» **TASK DETAILS**
Retype the records exactly, including every line.

(Data items)
_ _ _

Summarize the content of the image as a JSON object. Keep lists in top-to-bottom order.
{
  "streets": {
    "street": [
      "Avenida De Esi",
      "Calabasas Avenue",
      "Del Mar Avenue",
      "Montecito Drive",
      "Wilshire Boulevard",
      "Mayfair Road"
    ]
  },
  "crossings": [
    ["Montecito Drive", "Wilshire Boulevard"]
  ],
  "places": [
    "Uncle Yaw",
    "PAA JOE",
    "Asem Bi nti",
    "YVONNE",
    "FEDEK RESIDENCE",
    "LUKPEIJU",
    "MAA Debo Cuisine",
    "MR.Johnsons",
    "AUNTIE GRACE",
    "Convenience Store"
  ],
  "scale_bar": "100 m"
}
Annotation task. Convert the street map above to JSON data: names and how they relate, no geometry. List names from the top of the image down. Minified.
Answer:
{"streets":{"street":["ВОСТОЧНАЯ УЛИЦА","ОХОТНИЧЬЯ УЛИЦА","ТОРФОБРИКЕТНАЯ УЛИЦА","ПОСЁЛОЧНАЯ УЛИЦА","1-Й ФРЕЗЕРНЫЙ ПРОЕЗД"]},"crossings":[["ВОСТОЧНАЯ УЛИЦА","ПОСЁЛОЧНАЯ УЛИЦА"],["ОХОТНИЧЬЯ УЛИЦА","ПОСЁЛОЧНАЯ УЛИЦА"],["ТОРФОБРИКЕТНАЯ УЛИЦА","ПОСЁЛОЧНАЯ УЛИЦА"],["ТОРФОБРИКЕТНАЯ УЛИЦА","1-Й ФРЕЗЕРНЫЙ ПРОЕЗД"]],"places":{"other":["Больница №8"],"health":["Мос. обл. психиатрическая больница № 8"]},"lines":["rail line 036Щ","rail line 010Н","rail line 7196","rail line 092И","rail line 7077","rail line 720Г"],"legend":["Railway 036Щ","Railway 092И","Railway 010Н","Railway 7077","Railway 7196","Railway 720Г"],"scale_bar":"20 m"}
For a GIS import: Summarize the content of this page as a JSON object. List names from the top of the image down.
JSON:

_ _ _

» **COMPLETED TASK**
Summarize the content of the image as a JSON object. Keep lists in top-to-bottom order.
{
  "streets": {
    "street": [
      "Avenida De Esi",
      "Calabasas Avenue",
      "Del Mar Avenue",
      "Montecito Drive",
      "Wilshire Boulevard",
      "Mayfair Road"
    ]
  },
  "crossings": [
    ["Montecito Drive", "Wilshire Boulevard"]
  ],
  "places": [
    "Uncle Yaw",
    "PAA JOE",
    "Asem Bi nti",
    "YVONNE",
    "FEDEK RESIDENCE",
    "LUKPEIJU",
    "MAA Debo Cuisine",
    "MR.Johnsons",
    "AUNTIE GRACE",
    "Convenience Store"
  ],
  "scale_bar": "100 m"
}
Annotation task. Convert the street map above to JSON data: names and how they relate, no geometry. List names from the top of the image down. Minified.
Answer:
{"streets":{"street":["ВОСТОЧНАЯ УЛИЦА","ОХОТНИЧЬЯ УЛИЦА","ТОРФОБРИКЕТНАЯ УЛИЦА","ПОСЁЛОЧНАЯ УЛИЦА","1-Й ФРЕЗЕРНЫЙ ПРОЕЗД"]},"crossings":[["ВОСТОЧНАЯ УЛИЦА","ПОСЁЛОЧНАЯ УЛИЦА"],["ОХОТНИЧЬЯ УЛИЦА","ПОСЁЛОЧНАЯ УЛИЦА"],["ТОРФОБРИКЕТНАЯ УЛИЦА","ПОСЁЛОЧНАЯ УЛИЦА"],["ТОРФОБРИКЕТНАЯ УЛИЦА","1-Й ФРЕЗЕРНЫЙ ПРОЕЗД"]],"places":{"other":["Больница №8"],"health":["Мос. обл. психиатрическая больница № 8"]},"lines":["rail line 036Щ","rail line 010Н","rail line 7196","rail line 092И","rail line 7077","rail line 720Г"],"legend":["Railway 036Щ","Railway 092И","Railway 010Н","Railway 7077","Railway 7196","Railway 720Г"],"scale_bar":"20 m"}
For a GIS import: Summarize the content of this page as a JSON object. List names from the top of the image down.
JSON:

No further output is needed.